Collect all lines from the listing that include the string "import".

※ ※ ※

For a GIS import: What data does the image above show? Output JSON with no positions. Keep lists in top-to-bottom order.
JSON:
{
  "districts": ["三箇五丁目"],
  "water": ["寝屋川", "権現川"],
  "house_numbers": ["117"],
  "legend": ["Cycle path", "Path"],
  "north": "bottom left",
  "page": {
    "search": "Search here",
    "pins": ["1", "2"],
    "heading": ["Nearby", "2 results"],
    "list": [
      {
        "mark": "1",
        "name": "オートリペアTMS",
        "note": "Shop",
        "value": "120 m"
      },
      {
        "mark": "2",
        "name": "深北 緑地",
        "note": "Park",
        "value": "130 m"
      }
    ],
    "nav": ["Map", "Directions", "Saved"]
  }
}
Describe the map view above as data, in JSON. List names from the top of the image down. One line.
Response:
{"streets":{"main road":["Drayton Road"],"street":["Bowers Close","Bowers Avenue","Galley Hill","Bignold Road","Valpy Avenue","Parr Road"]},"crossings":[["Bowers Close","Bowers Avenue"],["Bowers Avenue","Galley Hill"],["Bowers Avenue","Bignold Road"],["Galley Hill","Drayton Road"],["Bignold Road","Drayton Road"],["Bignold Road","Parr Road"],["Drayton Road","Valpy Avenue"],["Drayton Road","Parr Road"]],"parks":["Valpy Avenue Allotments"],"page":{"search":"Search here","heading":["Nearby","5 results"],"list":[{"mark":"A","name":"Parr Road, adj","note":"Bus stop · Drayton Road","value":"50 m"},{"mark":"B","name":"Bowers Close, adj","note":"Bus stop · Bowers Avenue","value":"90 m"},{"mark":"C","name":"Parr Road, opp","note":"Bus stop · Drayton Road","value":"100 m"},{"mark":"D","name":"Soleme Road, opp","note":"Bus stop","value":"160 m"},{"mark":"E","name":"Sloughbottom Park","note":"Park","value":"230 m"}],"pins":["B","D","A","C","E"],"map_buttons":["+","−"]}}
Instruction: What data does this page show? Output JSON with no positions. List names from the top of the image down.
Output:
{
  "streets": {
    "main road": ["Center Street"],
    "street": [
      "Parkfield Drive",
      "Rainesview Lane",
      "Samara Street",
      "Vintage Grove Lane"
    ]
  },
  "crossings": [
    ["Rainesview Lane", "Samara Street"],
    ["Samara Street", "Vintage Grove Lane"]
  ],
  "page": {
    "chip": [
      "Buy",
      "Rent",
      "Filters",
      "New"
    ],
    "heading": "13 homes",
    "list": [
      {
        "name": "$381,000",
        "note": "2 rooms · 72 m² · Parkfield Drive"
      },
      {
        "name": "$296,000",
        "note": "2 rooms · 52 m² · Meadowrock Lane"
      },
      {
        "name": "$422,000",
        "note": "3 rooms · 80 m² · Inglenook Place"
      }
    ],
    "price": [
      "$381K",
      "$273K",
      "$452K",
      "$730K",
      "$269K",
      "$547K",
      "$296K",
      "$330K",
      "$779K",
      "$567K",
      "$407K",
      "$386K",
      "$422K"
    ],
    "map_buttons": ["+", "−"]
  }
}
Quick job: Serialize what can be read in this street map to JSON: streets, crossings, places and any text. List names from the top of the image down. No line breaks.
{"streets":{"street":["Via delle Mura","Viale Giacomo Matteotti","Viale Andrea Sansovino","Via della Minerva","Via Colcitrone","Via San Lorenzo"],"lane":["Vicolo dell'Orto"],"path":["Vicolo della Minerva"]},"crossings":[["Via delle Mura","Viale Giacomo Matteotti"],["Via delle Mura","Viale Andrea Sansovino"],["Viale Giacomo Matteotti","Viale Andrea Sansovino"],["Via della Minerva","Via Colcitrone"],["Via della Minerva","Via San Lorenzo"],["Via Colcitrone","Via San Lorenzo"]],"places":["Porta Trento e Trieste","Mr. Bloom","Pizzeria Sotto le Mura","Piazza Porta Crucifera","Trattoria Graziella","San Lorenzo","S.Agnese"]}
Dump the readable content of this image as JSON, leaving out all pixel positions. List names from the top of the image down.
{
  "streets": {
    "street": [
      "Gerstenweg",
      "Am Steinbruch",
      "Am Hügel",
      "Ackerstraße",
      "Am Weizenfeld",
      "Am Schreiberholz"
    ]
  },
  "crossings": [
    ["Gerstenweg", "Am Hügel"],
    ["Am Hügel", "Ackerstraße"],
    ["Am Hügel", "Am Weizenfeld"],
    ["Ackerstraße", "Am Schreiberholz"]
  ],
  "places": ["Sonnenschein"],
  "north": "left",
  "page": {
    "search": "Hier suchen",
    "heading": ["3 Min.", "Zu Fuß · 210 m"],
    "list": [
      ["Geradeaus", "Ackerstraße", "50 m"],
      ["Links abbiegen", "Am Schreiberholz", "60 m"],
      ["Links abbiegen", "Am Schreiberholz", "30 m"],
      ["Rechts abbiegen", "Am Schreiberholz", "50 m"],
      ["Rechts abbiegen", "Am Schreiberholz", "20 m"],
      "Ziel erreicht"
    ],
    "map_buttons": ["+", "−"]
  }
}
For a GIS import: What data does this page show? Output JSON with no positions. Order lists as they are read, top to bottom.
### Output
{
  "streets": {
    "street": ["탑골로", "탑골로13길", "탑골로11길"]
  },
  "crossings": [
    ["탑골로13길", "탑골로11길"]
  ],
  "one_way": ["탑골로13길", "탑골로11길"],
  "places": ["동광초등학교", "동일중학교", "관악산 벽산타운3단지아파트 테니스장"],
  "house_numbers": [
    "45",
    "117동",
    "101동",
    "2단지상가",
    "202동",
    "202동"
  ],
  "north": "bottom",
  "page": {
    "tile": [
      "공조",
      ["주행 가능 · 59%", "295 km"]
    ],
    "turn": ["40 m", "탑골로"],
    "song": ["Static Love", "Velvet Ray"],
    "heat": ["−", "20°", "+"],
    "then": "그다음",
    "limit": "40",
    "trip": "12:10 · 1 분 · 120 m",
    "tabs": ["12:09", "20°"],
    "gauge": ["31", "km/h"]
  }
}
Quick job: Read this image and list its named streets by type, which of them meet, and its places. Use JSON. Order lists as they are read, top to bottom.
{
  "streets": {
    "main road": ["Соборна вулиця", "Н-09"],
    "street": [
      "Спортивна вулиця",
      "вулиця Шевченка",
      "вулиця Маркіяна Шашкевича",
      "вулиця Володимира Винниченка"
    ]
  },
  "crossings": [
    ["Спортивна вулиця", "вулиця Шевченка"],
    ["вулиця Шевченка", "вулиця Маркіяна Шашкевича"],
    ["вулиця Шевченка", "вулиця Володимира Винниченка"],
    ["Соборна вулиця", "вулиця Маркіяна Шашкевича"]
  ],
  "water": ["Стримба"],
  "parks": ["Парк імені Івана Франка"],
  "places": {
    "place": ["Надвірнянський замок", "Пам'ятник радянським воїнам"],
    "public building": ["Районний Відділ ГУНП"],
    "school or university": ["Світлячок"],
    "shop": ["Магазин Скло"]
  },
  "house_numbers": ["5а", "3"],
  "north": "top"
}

※ ※ ※

Response to the exercise >>
For a GIS import: What data does the image above show? Output JSON with no positions. Keep lists in top-to-bottom order.
For a GIS import: What data does this page show? Output JSON with no positions. Order lists as they are read, top to bottom.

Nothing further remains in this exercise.